## About this task
Set down every entry exactly as it was written.

(Entries taken from a collection)

******

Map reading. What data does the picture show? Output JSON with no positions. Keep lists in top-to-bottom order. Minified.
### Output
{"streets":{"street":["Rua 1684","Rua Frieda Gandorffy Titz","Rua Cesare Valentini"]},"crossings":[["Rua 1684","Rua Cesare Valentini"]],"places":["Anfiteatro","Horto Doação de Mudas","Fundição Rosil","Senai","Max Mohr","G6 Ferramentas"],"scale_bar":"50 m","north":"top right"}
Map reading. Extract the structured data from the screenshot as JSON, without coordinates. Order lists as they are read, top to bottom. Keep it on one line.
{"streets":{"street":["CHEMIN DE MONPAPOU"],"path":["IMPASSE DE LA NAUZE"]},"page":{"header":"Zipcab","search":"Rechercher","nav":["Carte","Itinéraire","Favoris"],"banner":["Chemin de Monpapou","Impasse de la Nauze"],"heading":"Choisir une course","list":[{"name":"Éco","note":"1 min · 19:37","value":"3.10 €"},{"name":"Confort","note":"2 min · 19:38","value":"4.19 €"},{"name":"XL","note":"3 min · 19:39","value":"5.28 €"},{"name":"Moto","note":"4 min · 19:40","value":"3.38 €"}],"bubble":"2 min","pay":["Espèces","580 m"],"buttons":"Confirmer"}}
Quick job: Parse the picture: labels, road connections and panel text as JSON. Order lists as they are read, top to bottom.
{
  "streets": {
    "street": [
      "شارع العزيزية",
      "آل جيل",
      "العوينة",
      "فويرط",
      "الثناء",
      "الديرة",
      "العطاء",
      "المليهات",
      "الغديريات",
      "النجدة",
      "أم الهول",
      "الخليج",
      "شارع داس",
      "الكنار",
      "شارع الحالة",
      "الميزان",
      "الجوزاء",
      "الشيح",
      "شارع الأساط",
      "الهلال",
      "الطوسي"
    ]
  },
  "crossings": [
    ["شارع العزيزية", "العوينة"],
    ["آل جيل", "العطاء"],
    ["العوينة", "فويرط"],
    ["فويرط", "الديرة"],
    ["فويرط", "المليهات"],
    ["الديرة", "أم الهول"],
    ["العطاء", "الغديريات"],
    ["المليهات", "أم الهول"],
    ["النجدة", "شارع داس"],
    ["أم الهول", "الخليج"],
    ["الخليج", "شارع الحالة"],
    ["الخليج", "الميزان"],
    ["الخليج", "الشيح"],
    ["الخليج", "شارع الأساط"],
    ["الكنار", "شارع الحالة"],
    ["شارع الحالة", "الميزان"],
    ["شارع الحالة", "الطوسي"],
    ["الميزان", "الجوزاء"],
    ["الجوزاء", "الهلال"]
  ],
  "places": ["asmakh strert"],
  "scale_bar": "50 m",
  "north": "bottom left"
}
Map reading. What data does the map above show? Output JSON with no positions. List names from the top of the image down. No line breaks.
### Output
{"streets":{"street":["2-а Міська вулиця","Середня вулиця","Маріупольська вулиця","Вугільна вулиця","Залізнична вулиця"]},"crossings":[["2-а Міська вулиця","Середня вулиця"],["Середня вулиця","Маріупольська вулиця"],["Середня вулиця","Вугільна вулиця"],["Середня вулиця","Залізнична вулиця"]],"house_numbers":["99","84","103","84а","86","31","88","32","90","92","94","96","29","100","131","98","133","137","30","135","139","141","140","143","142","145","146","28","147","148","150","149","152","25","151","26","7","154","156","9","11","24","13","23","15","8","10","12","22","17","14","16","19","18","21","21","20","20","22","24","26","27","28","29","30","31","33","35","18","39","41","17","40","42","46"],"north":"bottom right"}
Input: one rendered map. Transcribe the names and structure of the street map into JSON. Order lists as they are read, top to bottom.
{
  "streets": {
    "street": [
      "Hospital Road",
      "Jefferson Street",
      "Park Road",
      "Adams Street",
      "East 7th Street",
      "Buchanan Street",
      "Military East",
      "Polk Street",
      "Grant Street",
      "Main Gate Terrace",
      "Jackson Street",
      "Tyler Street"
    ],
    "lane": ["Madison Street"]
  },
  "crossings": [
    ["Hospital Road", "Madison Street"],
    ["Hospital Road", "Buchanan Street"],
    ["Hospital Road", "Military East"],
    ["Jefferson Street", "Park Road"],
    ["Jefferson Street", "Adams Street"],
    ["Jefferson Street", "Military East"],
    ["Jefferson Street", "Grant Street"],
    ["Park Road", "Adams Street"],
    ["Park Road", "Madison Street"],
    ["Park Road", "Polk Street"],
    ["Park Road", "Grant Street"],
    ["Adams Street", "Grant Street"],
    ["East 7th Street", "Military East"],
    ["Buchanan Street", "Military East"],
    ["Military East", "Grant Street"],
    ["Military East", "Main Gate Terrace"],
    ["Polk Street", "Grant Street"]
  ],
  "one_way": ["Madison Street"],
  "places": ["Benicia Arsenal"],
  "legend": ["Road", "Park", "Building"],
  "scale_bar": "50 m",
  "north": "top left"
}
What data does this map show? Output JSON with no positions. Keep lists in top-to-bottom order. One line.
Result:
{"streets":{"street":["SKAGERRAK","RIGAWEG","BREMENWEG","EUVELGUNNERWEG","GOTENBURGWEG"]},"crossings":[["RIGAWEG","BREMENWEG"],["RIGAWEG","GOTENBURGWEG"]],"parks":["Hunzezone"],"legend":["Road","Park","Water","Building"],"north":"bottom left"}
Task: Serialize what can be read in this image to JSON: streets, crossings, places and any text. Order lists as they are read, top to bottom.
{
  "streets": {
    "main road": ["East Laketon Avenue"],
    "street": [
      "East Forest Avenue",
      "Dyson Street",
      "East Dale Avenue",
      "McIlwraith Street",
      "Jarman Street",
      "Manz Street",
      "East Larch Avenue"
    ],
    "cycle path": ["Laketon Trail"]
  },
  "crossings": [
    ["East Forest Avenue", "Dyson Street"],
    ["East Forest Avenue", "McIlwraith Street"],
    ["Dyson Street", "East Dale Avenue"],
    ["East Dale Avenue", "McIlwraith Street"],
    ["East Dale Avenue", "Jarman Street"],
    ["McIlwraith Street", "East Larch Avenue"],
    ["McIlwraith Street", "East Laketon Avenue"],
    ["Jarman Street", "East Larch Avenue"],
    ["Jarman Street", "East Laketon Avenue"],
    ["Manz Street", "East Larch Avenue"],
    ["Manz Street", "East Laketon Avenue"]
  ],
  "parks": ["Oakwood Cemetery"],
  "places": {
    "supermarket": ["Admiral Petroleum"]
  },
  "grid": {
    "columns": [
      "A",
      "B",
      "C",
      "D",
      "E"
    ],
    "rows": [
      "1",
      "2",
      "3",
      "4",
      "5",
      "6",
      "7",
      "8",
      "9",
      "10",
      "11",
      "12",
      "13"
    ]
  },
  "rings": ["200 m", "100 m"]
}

******

## Solution to this exercise
Map reading. What data does the picture show? Output JSON with no positions. Keep lists in top-to-bottom order. Minified.
### Output
{"streets":{"street":["Rua 1684","Rua Frieda Gandorffy Titz","Rua Cesare Valentini"]},"crossings":[["Rua 1684","Rua Cesare Valentini"]],"places":["Anfiteatro","Horto Doação de Mudas","Fundição Rosil","Senai","Max Mohr","G6 Ferramentas"],"scale_bar":"50 m","north":"top right"}
Map reading. Extract the structured data from the screenshot as JSON, without coordinates. Order lists as they are read, top to bottom. Keep it on one line.
{"streets":{"street":["CHEMIN DE MONPAPOU"],"path":["IMPASSE DE LA NAUZE"]},"page":{"header":"Zipcab","search":"Rechercher","nav":["Carte","Itinéraire","Favoris"],"banner":["Chemin de Monpapou","Impasse de la Nauze"],"heading":"Choisir une course","list":[{"name":"Éco","note":"1 min · 19:37","value":"3.10 €"},{"name":"Confort","note":"2 min · 19:38","value":"4.19 €"},{"name":"XL","note":"3 min · 19:39","value":"5.28 €"},{"name":"Moto","note":"4 min · 19:40","value":"3.38 €"}],"bubble":"2 min","pay":["Espèces","580 m"],"buttons":"Confirmer"}}
Quick job: Parse the picture: labels, road connections and panel text as JSON. Order lists as they are read, top to bottom.
{
  "streets": {
    "street": [
      "شارع العزيزية",
      "آل جيل",
      "العوينة",
      "فويرط",
      "الثناء",
      "الديرة",
      "العطاء",
      "المليهات",
      "الغديريات",
      "النجدة",
      "أم الهول",
      "الخليج",
      "شارع داس",
      "الكنار",
      "شارع الحالة",
      "الميزان",
      "الجوزاء",
      "الشيح",
      "شارع الأساط",
      "الهلال",
      "الطوسي"
    ]
  },
  "crossings": [
    ["شارع العزيزية", "العوينة"],
    ["آل جيل", "العطاء"],
    ["العوينة", "فويرط"],
    ["فويرط", "الديرة"],
    ["فويرط", "المليهات"],
    ["الديرة", "أم الهول"],
    ["العطاء", "الغديريات"],
    ["المليهات", "أم الهول"],
    ["النجدة", "شارع داس"],
    ["أم الهول", "الخليج"],
    ["الخليج", "شارع الحالة"],
    ["الخليج", "الميزان"],
    ["الخليج", "الشيح"],
    ["الخليج", "شارع الأساط"],
    ["الكنار", "شارع الحالة"],
    ["شارع الحالة", "الميزان"],
    ["شارع الحالة", "الطوسي"],
    ["الميزان", "الجوزاء"],
    ["الجوزاء", "الهلال"]
  ],
  "places": ["asmakh strert"],
  "scale_bar": "50 m",
  "north": "bottom left"
}
Map reading. What data does the map above show? Output JSON with no positions. List names from the top of the image down. No line breaks.
### Output
{"streets":{"street":["2-а Міська вулиця","Середня вулиця","Маріупольська вулиця","Вугільна вулиця","Залізнична вулиця"]},"crossings":[["2-а Міська вулиця","Середня вулиця"],["Середня вулиця","Маріупольська вулиця"],["Середня вулиця","Вугільна вулиця"],["Середня вулиця","Залізнична вулиця"]],"house_numbers":["99","84","103","84а","86","31","88","32","90","92","94","96","29","100","131","98","133","137","30","135","139","141","140","143","142","145","146","28","147","148","150","149","152","25","151","26","7","154","156","9","11","24","13","23","15","8","10","12","22","17","14","16","19","18","21","21","20","20","22","24","26","27","28","29","30","31","33","35","18","39","41","17","40","42","46"],"north":"bottom right"}
Input: one rendered map. Transcribe the names and structure of the street map into JSON. Order lists as they are read, top to bottom.
{
  "streets": {
    "street": [
      "Hospital Road",
      "Jefferson Street",
      "Park Road",
      "Adams Street",
      "East 7th Street",
      "Buchanan Street",
      "Military East",
      "Polk Street",
      "Grant Street",
      "Main Gate Terrace",
      "Jackson Street",
      "Tyler Street"
    ],
    "lane": ["Madison Street"]
  },
  "crossings": [
    ["Hospital Road", "Madison Street"],
    ["Hospital Road", "Buchanan Street"],
    ["Hospital Road", "Military East"],
    ["Jefferson Street", "Park Road"],
    ["Jefferson Street", "Adams Street"],
    ["Jefferson Street", "Military East"],
    ["Jefferson Street", "Grant Street"],
    ["Park Road", "Adams Street"],
    ["Park Road", "Madison Street"],
    ["Park Road", "Polk Street"],
    ["Park Road", "Grant Street"],
    ["Adams Street", "Grant Street"],
    ["East 7th Street", "Military East"],
    ["Buchanan Street", "Military East"],
    ["Military East", "Grant Street"],
    ["Military East", "Main Gate Terrace"],
    ["Polk Street", "Grant Street"]
  ],
  "one_way": ["Madison Street"],
  "places": ["Benicia Arsenal"],
  "legend": ["Road", "Park", "Building"],
  "scale_bar": "50 m",
  "north": "top left"
}
What data does this map show? Output JSON with no positions. Keep lists in top-to-bottom order. One line.
Result:
{"streets":{"street":["SKAGERRAK","RIGAWEG","BREMENWEG","EUVELGUNNERWEG","GOTENBURGWEG"]},"crossings":[["RIGAWEG","BREMENWEG"],["RIGAWEG","GOTENBURGWEG"]],"parks":["Hunzezone"],"legend":["Road","Park","Water","Building"],"north":"bottom left"}
Task: Serialize what can be read in this image to JSON: streets, crossings, places and any text. Order lists as they are read, top to bottom.
{
  "streets": {
    "main road": ["East Laketon Avenue"],
    "street": [
      "East Forest Avenue",
      "Dyson Street",
      "East Dale Avenue",
      "McIlwraith Street",
      "Jarman Street",
      "Manz Street",
      "East Larch Avenue"
    ],
    "cycle path": ["Laketon Trail"]
  },
  "crossings": [
    ["East Forest Avenue", "Dyson Street"],
    ["East Forest Avenue", "McIlwraith Street"],
    ["Dyson Street", "East Dale Avenue"],
    ["East Dale Avenue", "McIlwraith Street"],
    ["East Dale Avenue", "Jarman Street"],
    ["McIlwraith Street", "East Larch Avenue"],
    ["McIlwraith Street", "East Laketon Avenue"],
    ["Jarman Street", "East Larch Avenue"],
    ["Jarman Street", "East Laketon Avenue"],
    ["Manz Street", "East Larch Avenue"],
    ["Manz Street", "East Laketon Avenue"]
  ],
  "parks": ["Oakwood Cemetery"],
  "places": {
    "supermarket": ["Admiral Petroleum"]
  },
  "grid": {
    "columns": [
      "A",
      "B",
      "C",
      "D",
      "E"
    ],
    "rows": [
      "1",
      "2",
      "3",
      "4",
      "5",
      "6",
      "7",
      "8",
      "9",
      "10",
      "11",
      "12",
      "13"
    ]
  },
  "rings": ["200 m", "100 m"]
}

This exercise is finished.